M.S. Computer Science

Department

Computer Science

College

College of Science & Mathematics

Advisor

Silvija Kokalj-Filipovic, Ph.D.

Committee Member 1

Andrea Lobo, Ph.D.

Committee Member 2

Patrick McKee, M.S.

Disciplines

Computer Sciences | Physical Sciences and Mathematics

Abstract

Adversarial attacks pose a major vulnerability for deep neural networks, threatening the reliability of machine learning systems deployed in real-world environments such as Next Generation (NextG) wireless networks and AI-driven sensing platforms. This thesis investigates Discrete-Space Variational Information Bottleneck (DSVIB) models to improve adversarial robustness in signal classification. While prior work has explored continuous space Variational Information Bottleneck (VIB), the potential benefits of discrete latent representations remain largely unexamined.
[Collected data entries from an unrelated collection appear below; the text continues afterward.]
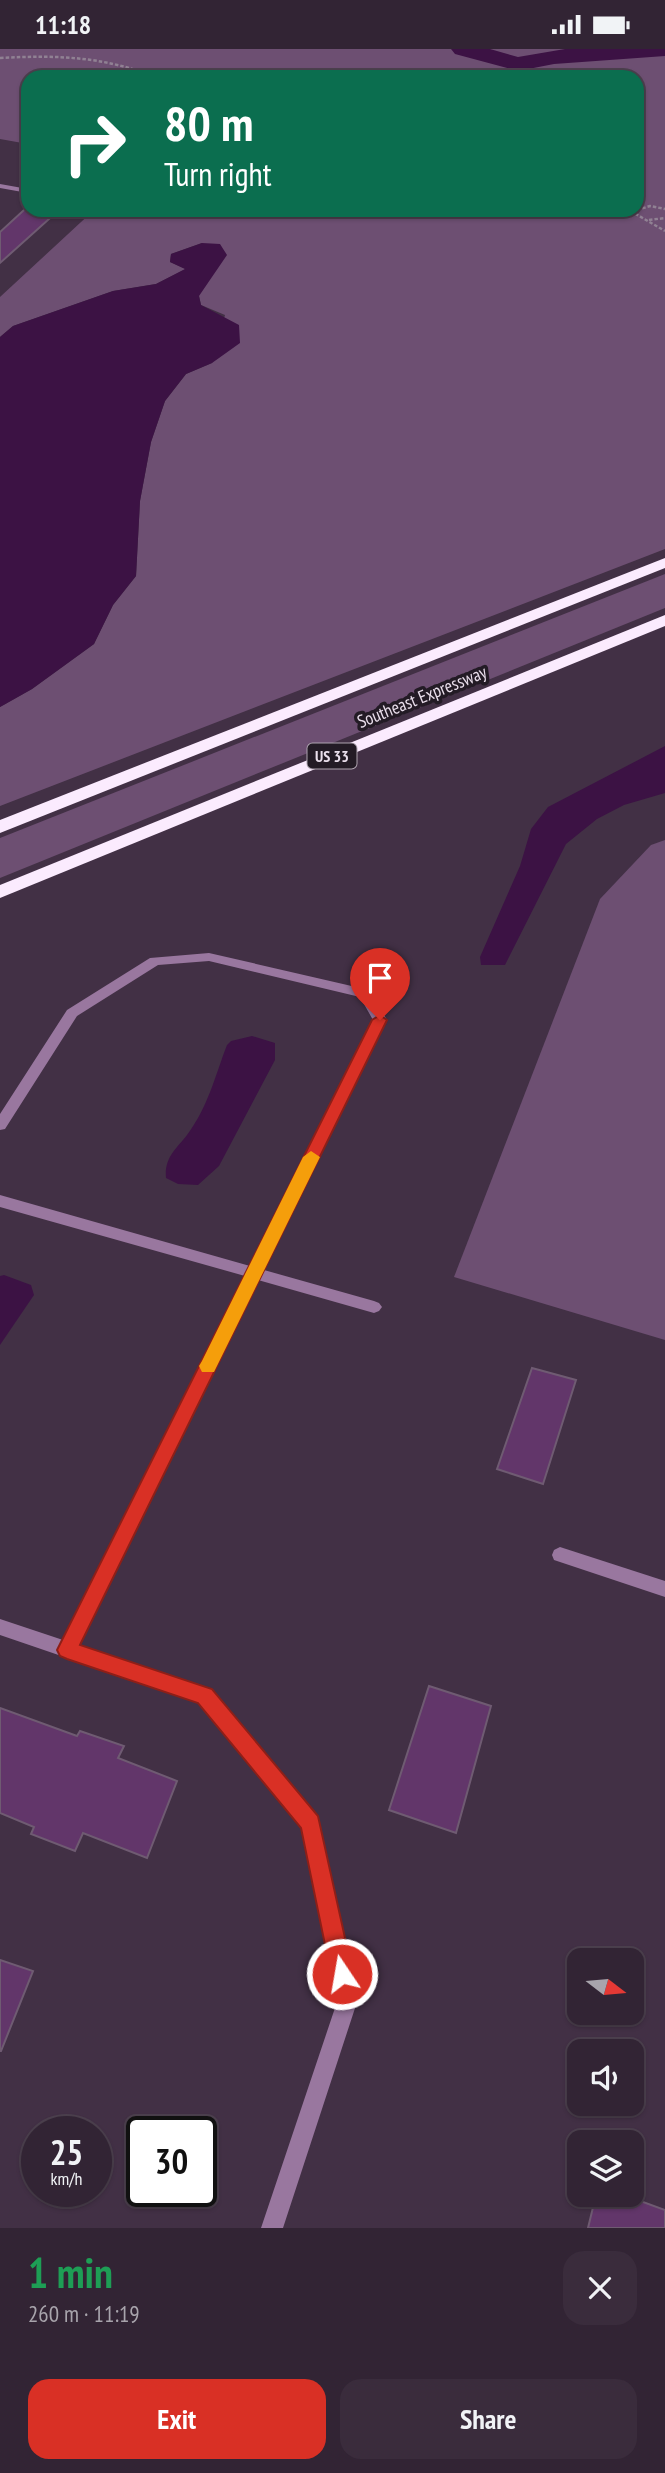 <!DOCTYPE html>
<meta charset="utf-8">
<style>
body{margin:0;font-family:"PT Sans Narrow",sans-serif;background:#3a2c3c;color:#f1f3f6;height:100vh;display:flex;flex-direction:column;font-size:26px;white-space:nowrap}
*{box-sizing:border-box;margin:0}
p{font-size:23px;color:#a8a4ac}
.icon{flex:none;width:38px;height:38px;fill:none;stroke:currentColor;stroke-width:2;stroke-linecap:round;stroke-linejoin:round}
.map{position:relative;height:2179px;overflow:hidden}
.sheet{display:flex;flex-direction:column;background:#322434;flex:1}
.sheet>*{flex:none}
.top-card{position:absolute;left:21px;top:21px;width:623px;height:147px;border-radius:21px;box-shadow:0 2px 5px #0004,0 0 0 2px #4d414f;background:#0b6e4f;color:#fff;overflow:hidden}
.needle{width:46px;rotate:106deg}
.controls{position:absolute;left:567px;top:1899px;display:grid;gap:14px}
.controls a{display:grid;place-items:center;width:77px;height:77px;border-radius:14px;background:#322434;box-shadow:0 2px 5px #0004,0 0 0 2px #4d414f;font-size:35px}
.speed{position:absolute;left:21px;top:2067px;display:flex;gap:14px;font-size:35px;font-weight:700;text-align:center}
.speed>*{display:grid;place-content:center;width:91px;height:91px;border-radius:50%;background:#322434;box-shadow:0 2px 5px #0004,0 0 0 2px #4d414f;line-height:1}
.speed small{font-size:18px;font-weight:400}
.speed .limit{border:4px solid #111;border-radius:10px;background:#fff;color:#111}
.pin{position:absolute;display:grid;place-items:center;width:60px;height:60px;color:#fff;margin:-72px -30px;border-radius:50% 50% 50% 0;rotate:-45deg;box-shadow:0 0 7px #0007}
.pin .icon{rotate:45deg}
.me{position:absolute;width:77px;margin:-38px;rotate:348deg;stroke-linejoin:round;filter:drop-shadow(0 0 5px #0008)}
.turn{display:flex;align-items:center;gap:24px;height:147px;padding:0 28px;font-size:32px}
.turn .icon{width:91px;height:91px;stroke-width:2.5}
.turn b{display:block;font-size:49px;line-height:60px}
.round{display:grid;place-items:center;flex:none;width:74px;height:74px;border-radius:21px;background:#3a2c3c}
.head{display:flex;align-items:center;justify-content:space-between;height:119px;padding:0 28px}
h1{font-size:42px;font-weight:700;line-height:52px;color:#1e9e55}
.button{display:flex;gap:14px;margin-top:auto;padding:14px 28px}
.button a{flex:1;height:80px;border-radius:21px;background:#d93025;color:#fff;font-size:28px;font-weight:700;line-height:80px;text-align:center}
.button a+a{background:#3a2c3c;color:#f1f3f6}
.status{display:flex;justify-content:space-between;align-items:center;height:49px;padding:0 35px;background:#322434;direction:ltr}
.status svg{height:19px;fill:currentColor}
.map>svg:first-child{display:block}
.green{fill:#6d4f72}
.water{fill:#3c1244}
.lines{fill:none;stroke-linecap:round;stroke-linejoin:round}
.river{fill:#3c1244;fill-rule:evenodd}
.building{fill:#62366a;stroke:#6f5b72;stroke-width:2}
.path{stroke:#908193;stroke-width:2.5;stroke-dasharray:3.5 2;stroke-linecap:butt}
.service{fill:#99779f;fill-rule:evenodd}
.minor{fill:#99779f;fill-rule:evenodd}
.motorway{fill:#fbebfe;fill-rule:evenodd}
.route{fill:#d93025;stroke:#8d1f18;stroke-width:2}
.slow{fill:#f59e0b}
.labels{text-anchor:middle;stroke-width:7;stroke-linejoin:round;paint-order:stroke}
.shield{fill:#231b25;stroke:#aea4b0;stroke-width:2}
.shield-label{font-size:16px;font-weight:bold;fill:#eadfec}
.street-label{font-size:18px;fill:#eadfec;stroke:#231b25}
</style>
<div class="status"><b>11:18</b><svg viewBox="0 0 49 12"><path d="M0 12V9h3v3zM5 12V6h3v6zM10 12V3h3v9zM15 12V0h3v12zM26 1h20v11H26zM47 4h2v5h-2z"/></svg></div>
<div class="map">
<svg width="665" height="2179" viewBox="0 0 665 2179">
<rect width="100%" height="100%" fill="#423045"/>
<g class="green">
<polygon points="0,0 665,0 665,500 0,757 0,658 32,640 94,595 113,556 136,527 140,452 151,393 165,352 186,325 212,314 225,266 201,256 199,247 202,194 171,205 170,213 186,220 156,235 113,242 13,277 0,288 0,248 94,161 637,161 637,28 28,28 28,95 0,90"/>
<polygon points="665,525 665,559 0,829 0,789"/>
<polygon points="665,791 665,1291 454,1228 600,850 651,796"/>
</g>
<g class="water">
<polygon points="202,194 220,195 227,206 199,247 201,256 239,276 240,294 212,314 186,325 165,352 151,393 140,452 136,527 113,556 94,595 32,640 0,658 0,288 13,277 113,242 156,235 185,220 170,213 171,205"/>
<polygon points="665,697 665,744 624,756 597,770 566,795 505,916 481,916 480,908 520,817 531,780 548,758"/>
<path d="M252,987L275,994V1011L219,1117L198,1136L178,1135L166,1129C164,1109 176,1100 187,1086C208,1058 215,1027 227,996L231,992Z"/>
<polygon points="4,1226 31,1236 34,1246 0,1296 0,1227"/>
</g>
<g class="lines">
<polygon class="river" points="451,0 490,0 518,8 565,0 665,0 665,7 554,15 518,22 455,5"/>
</g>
<g class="building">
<polygon points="24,161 59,161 0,214 0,183"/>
<polygon points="532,1319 576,1331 543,1435 497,1420"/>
<polygon points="429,1637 491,1657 456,1784 389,1761"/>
<polygon points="0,1659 77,1687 80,1682 124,1697 118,1709 177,1732 147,1809 83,1784 75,1802 31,1785 34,1778 0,1764"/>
<polygon points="0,1911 33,1922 1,2002 0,2002"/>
<polygon points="596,2146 624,2146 665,2161 665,2179 588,2179"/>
</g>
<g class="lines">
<g class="path">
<path d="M0,9C55,6 103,7 155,28"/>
<polyline points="597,161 634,164 665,182"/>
<polyline points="637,161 650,157 665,160"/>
<polyline points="649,171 665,169"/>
</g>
<polygon class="service" points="560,1498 665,1532 665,1548 554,1511 552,1506 554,1501"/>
<g class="minor">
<polygon points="0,135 28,140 28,144 0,139"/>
<polygon points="209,904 369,941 387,971 264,1221 374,1252 379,1254 382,1258 379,1262 374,1264 258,1231 78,1596 211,1641 317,1767 319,1774 358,1950 283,2179 261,2179 338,1950 302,1778 199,1654 0,1586 0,1570 63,1591 245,1227 0,1158 0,1146 250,1217 373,971 360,948 209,912 158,916 77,967 5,1080 0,1081 0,1065 67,961 150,909"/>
</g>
<g class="motorway">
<polygon points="665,509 665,519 0,784 0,771"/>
<polygon points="665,566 665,577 0,849 0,836"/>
</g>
</g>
<polygon class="route" points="380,966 387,971 80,1596 212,1640 318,1767 353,1925 350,1933 342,1936 334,1933 331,1925 301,1779 198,1654 67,1610 60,1607 57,1601 372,971"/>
<polygon class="slow" points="311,1102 320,1108 214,1323 202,1323 199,1317 202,1312 303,1108"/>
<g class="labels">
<rect class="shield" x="307.5" y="694.5" width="49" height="25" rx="5"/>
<g class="shield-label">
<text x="332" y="713">US 33</text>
</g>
<g class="street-label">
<text transform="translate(422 648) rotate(-22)" y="6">Southeast Expressway</text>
</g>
</g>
</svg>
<div class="controls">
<a><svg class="needle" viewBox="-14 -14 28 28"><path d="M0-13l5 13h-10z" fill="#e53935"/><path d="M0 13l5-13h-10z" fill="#a8a4ac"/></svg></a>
<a><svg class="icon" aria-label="sound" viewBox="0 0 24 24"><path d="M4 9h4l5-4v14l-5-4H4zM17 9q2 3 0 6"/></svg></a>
<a><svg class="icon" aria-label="layers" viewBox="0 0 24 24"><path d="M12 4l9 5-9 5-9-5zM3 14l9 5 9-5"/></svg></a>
</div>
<div class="speed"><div>25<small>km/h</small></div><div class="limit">30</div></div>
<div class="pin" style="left:380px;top:971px;background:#d93025"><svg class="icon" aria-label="arrive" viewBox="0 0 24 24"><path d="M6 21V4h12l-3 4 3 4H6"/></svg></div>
<svg class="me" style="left:342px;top:1925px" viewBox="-20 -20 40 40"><circle r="17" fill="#d93025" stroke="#fff" stroke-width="3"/><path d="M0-11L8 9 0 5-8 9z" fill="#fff"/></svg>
<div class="top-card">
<div class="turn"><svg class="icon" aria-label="right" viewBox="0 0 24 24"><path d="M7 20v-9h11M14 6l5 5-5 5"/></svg><div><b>80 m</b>Turn right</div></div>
</div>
</div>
<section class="sheet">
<div class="head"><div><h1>1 min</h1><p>260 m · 11:19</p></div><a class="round"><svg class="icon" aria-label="close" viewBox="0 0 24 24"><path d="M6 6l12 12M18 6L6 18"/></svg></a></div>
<div class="button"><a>Exit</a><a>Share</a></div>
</section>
To address this gap, we introduce discrete bottleneck architectures based on vector quantization, which compress input signals into finite codebooks that suppress adversarial perturbations while preserving task-relevant information. We develop and evaluate two DSVIB frameworks: a Vector Quantized Variational Autoencoder (VQVAE) that preprocesses signals by filtering adversarial noise prior to classification, and a Vector Quantized Classifier (VQC) that embeds the discrete bottleneck directly within the classifier for end-to-end robust learning. Both models are trained using information-theoretic VIB objectives. Across two signal domains, Radio Frequency (RF) modulation classification (Torchsig), and image classification (MNIST), discrete bottleneck architectures consistently outperform baseline classifiers and continuous latent-space models under a range of white-box attacks. These include gradient-based, saliency-based, and adaptive methods, as well as novel phase-preserving variants designed for RF signals. This work establishes discrete information bottlenecks as an effective and generalizable defense strategy for signal classification and highlights their potential to enhance the security and reliability of machine learning systems.